ASSIGNMENT:
Give back the listing underneath, unchanged and complete.

DATA SHOWN:
──────
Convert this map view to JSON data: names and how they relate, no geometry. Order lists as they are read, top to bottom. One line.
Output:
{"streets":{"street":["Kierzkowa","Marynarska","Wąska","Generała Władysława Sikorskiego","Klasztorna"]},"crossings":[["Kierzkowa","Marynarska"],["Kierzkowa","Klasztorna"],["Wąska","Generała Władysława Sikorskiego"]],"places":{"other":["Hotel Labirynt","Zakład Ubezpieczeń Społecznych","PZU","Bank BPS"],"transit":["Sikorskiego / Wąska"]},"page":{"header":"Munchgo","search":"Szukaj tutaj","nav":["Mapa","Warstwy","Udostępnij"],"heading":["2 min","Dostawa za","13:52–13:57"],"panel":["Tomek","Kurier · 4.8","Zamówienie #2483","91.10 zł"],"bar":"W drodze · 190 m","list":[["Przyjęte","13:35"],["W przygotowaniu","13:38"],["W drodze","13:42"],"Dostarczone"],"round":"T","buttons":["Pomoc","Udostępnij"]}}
──────
TASK ANSWER:
Convert this map view to JSON data: names and how they relate, no geometry. Order lists as they are read, top to bottom. One line.
Output:
{"streets":{"street":["Kierzkowa","Marynarska","Wąska","Generała Władysława Sikorskiego","Klasztorna"]},"crossings":[["Kierzkowa","Marynarska"],["Kierzkowa","Klasztorna"],["Wąska","Generała Władysława Sikorskiego"]],"places":{"other":["Hotel Labirynt","Zakład Ubezpieczeń Społecznych","PZU","Bank BPS"],"transit":["Sikorskiego / Wąska"]},"page":{"header":"Munchgo","search":"Szukaj tutaj","nav":["Mapa","Warstwy","Udostępnij"],"heading":["2 min","Dostawa za","13:52–13:57"],"panel":["Tomek","Kurier · 4.8","Zamówienie #2483","91.10 zł"],"bar":"W drodze · 190 m","list":[["Przyjęte","13:35"],["W przygotowaniu","13:38"],["W drodze","13:42"],"Dostarczone"],"round":"T","buttons":["Pomoc","Udostępnij"]}}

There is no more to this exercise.